Dust is an important component of the climate system as it has to the ability to alter precipitation patterns and surface temperature, is a key nutrient supply for much of the biosphere, and provides records of paleoclimate.  Dust also matters in human environments, where it is a hazard to both health and transportation.

Two of my recent publications use a global climate model to evaluate the climate impacts of atmospheric dust.  Over north Africa, and the Sahel region in particular, dust absorbs and scatters incoming sunlight, altering the energy balance of the atmosphere and reducing the rainfall the region receives.  This is turn reduces plant growth and exacerbates droughts.  The presence of dust in the atmosphere can also shift the entire tropical rainbelt north or south, though how much has likely changed through history.  In both cases, there are interesting possibilities of feedback loops between dust, rainfall changes, and more or less dust as a result.

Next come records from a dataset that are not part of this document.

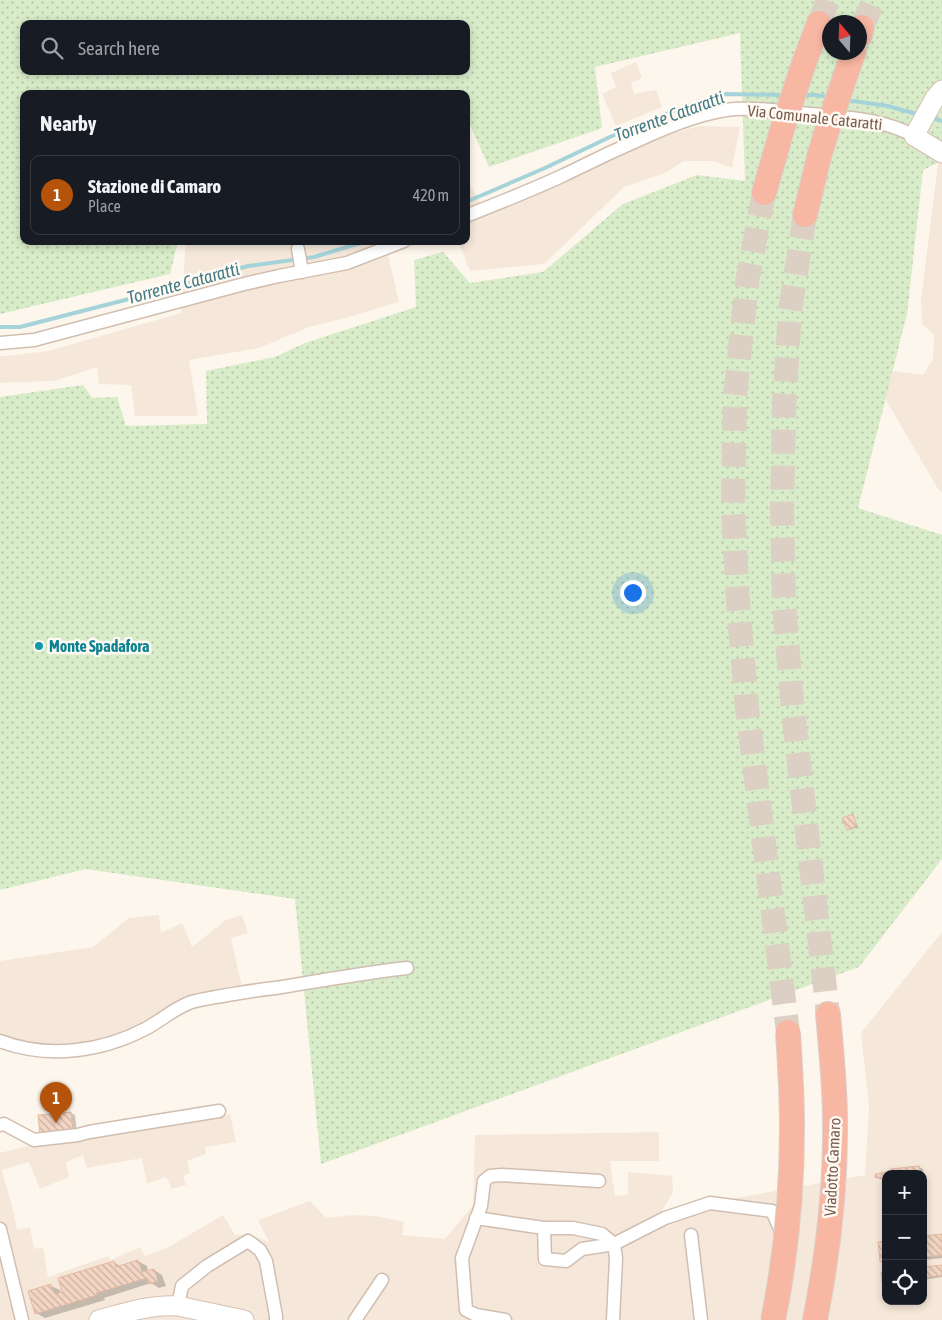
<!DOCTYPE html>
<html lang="en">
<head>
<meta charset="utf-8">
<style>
  :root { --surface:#171b24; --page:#20242c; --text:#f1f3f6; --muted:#9ea1a6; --line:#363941; --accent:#b45309 }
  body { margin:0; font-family:"Asap Condensed",sans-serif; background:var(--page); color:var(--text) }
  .controls { position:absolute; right:15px; bottom:15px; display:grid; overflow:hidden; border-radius:10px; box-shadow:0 2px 8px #0003 }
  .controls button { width:45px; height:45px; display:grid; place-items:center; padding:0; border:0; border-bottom:1px solid var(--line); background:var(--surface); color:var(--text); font:25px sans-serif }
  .compass { position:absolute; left:822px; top:15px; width:45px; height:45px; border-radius:50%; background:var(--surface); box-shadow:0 2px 8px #0003; rotate:341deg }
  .you { position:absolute; left:632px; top:592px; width:18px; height:18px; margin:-12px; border:4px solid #fff; border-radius:50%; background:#1a73e8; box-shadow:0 0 0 8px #1a73e833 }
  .badge { display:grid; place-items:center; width:32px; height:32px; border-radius:50%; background:var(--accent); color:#fff; font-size:16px; font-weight:700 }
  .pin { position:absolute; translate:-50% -41px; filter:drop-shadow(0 1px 2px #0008) }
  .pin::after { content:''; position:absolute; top:26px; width:18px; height:15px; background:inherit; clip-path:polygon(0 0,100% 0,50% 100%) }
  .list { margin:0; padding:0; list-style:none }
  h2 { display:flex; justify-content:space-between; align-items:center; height:65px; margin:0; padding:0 20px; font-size:21px }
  h2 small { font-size:16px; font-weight:400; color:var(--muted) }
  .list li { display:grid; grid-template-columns:32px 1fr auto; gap:15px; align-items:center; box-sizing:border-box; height:80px; margin:0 10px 10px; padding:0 10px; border:1px solid var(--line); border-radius:10px }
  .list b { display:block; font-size:19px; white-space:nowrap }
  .list p { margin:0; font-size:16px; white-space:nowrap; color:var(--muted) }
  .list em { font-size:16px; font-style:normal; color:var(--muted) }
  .icon { flex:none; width:28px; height:28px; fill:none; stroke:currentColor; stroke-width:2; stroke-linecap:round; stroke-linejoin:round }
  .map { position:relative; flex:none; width:942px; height:1320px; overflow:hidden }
  .search { position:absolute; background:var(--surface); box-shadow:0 2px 8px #0003; left:20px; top:20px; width:450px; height:55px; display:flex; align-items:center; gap:12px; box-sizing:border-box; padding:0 18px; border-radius:10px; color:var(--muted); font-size:19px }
  .panel { position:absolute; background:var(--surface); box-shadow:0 2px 8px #0003; left:20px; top:90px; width:450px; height:155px; border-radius:10px }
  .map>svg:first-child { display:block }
  .residential { fill:#f5e8da; fill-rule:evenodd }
  .green { fill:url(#green-dots); fill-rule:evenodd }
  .shadow { fill:#0003 }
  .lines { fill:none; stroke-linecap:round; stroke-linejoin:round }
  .stream { stroke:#a5d3da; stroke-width:4 }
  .building { fill:url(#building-back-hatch); stroke:#e6bba3 }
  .highway-tunnel { stroke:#dcd0c4; stroke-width:24; stroke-dasharray:24 12; stroke-linecap:butt }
  .street-casing { stroke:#d1beb0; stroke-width:15 }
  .secondary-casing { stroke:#d6c0b0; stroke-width:21 }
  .highway-casing { stroke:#dad1cd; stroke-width:26 }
  .street { stroke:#fff; stroke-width:12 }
  .secondary { stroke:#fff; stroke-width:19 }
  .highway { stroke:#f7b7a3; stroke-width:24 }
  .highway-bridge-casing { stroke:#dad1cd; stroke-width:26; stroke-linecap:butt }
  .highway-bridge { stroke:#f7b7a3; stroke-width:24 }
  .culture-dot { fill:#0f9aa8; stroke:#fffaf3; stroke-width:2 }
  .labels { text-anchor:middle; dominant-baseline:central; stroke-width:5; stroke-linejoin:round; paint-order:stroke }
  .street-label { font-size:16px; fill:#7a5c4d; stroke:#fffaf3 }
  .culture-label { font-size:16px; font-weight:bold; fill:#0d838f; stroke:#fffaf3; text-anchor:start }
  .water-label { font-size:18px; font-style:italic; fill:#437c86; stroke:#fffaf3 }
</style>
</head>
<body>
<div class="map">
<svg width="942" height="1320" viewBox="0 0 942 1320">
  <defs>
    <pattern id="green-dots" width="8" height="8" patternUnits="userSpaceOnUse" patternTransform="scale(1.25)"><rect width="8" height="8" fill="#d8ecc9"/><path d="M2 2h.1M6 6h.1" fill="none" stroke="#b4c2a5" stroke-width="1.8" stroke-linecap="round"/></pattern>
    <pattern id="building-back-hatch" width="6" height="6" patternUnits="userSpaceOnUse" patternTransform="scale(1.25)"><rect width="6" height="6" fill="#f3d5c3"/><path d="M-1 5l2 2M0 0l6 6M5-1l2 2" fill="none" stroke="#cab0a1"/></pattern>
  </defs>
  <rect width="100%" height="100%" fill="#fdf6ec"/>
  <path class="residential" d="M636,62L642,78L631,83L634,94L656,90L662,107L616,126L602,94L616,87L611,73Z
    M698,126L740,127L732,168L713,161H684L665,173L624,187L544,264L470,271L458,241H466V178L488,216L543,192L626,151L672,134Z
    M942,132V493L938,489L882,393L894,371L923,375L933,359L934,335L922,324L921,301Z
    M186,241H426L388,254L399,302L345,318L309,327L259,348L189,360L198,416H135L131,385L99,384L97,367L54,381L0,383V356H6L48,351L181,313Z
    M159,915L161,933L182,923L192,947L226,920L242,915L248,933L231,938L242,987L140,1025L118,1036L90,1044L64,1046L32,1043L13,1038L0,1034V961L93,947L129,918Z
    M942,932V1320H0V1153L30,1145L97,1137L230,1114L236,1142L205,1147L206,1154L187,1161L190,1173L183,1176L186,1185L172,1189L166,1177L147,1184L142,1158L87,1168L83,1155L66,1162L69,1177L40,1189L29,1162L2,1170L14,1214L17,1230L30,1227L34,1249L43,1247L48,1277L108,1256L111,1260L140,1247L145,1256L169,1247L223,1215L235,1235L250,1234L269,1242L258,1220L310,1201L326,1218L352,1215L376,1216L404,1222L402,1235L445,1239L473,1205L475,1135L659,1132V1161H610L615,1196L628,1195V1172L672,1176L673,1192L662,1211L865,1175L869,1107L861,1033ZM886,1174H923V1301H886Z"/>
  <path class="green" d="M0,0H942V161L923,170L907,314L858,508L942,535V859L859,967L321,1164L295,899L86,869L0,890V397L83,385L92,398L117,397L126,426L207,424L206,371L275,357L305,343L416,307L414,260L443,252L470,283L543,272L623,204L697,175L745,181L740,33L595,67L602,128L489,167L470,125L466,126V94H24V241H178L170,274L0,314ZM830,22H860V52H830ZM24,24H466V71H24Z"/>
  <path class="shadow" d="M853,816L854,817L858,827L849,830L848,829Z
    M71,1113L75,1115L77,1133L45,1137Z
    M919,1167L923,1169V1174H886V1179H880L876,1177V1175Z
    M942,1235V1258L923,1260V1238Z
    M138,1261L147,1266L148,1272L154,1270L162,1275L166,1286L159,1288L151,1283L104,1298L105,1300L45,1318L36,1313L51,1286L60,1290L61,1294L114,1262L121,1267Z
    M942,1266V1277L923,1280V1269Z"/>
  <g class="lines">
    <path class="stream" d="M801,95H815L829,97
      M846,100L888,106L920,115
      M932,118L942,121
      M466,202L545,168L612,136L686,106L726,94L784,95
      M0,327H20L164,290L248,266L314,257L367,241"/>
  </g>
  <path class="building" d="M853,814L857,826L847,830L842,818Z
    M71,1112L73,1132L40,1135L38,1115Z
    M919,1166L920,1174H886V1177L875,1178V1174L892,1171L891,1169Z
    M942,1234V1255L923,1257V1236Z
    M886,1241V1261L880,1262L878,1242Z
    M138,1260L142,1272L154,1269L158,1281L149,1284L147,1278L96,1293L97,1295L35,1314L28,1291L51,1284L55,1294L62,1292L58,1278L114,1261L116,1267Z
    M942,1265V1275L923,1278V1267Z
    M881,1272H886V1282H882Z"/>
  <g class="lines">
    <path class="highway-tunnel" d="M819,23L828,0
      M862,27L874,0
      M764,193L747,282L735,396L733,507L738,603L747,708L788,1032
      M805,215L790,311L784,406L782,511L784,604L793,711L828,1014"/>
    <g class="street-casing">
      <path id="street" d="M466,216C499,203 532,190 564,175C594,160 624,146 654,133C680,122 706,112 734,109C761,107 794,113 822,115C853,118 886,120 914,136
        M298,249L302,272
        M0,343L34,340L244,284L279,276L347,263L404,241
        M0,1041C48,1059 102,1052 147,1028C161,1020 174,1009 189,1003C197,1000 207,999 215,997C235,994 255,990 275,988C319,981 363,973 407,968
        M0,1125L4,1124L34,1140L78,1135L89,1132L219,1111
        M476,1218L544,1228H573L602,1234L614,1244L616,1258L613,1320
        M544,1228L545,1259L566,1261L582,1249L614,1244L665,1218L710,1203L772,1211L781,1231V1235
        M0,1229L22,1320
        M691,1235L701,1320
        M178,1306L182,1286L207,1266L248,1241L260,1250L266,1261L276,1316V1320
        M355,1320L382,1280
        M505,1320L476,1315L466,1310L462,1258L481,1206L484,1181L490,1176L502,1175L599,1181"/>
    </g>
    <g class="secondary-casing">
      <path id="secondary" d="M942,90L935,98L914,136L942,153
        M99,1320C125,1313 150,1304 178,1306L244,1320"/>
    </g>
    <g class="highway-casing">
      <path id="highway" d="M860,35L862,27
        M804,63L819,23
        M848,68L854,52
        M764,193L784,123
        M805,215L819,157L828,127
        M815,1320C828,1254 836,1187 835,1120C835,1085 831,1049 828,1014"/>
    </g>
    <use href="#street" class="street"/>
    <use href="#secondary" class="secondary"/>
    <use href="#highway" class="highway"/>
    <g class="highway-bridge-casing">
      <path id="highway-bridge" d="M784,123L804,63
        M828,127L848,68
        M773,1320C786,1257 792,1191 792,1127C792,1095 790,1063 788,1032"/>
    </g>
    <use href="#highway-bridge" class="highway-bridge"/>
  </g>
  <circle class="culture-dot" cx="39" cy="646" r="5"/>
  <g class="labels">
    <g class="street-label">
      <text transform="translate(815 117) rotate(6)">Via Comunale Cataratti</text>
      <text transform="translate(832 1167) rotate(-87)">Viadotto Camaro</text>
    </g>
    <g class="culture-label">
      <text x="49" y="646">Monte Spadafora</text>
    </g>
    <g class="water-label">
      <text transform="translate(669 116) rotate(-20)">Torrente Cataratti</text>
      <text transform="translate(183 283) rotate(-15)">Torrente Cataratti</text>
    </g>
  </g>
</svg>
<div class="controls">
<button>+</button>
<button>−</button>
<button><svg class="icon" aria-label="locate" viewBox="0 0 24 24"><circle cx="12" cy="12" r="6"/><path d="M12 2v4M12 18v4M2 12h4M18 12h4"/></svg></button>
</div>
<svg class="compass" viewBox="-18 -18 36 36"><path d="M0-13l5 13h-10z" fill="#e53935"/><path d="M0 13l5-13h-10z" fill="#9ea1a6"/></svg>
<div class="you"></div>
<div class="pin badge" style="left:56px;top:1123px">1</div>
<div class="search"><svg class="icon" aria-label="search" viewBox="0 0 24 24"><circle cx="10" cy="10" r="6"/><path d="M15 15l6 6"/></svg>Search here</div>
<section class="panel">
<h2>Nearby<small></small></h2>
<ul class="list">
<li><span class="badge">1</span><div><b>Stazione di Camaro</b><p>Place</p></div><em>420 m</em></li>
</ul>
</section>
</div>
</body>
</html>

Along with the impacts of dust once it’s in the atmosphere, I’m also very interested in the processes that put it there, and how the emission of dust from the land surface varies in both time and space.  Dust particles get picked up off the land surface by strong surface winds, but how much dust gets uplifted depends on many land surface characteristics like soil water and vegetation cover.  Depending on the region, the season, the particular year, or the global climate, the variability of dust emission can be controlled by either the atmosphere or the land surface.

Dust is just one of the ways that the land surface and the atmosphere interact with each other, and it connects to many of the others like hydrology and agriculture.  The representation of dust in climate models is rapidly becoming more sophisticated, and satellite records are reaching climate timescales, making this an exciting time to be studying dust.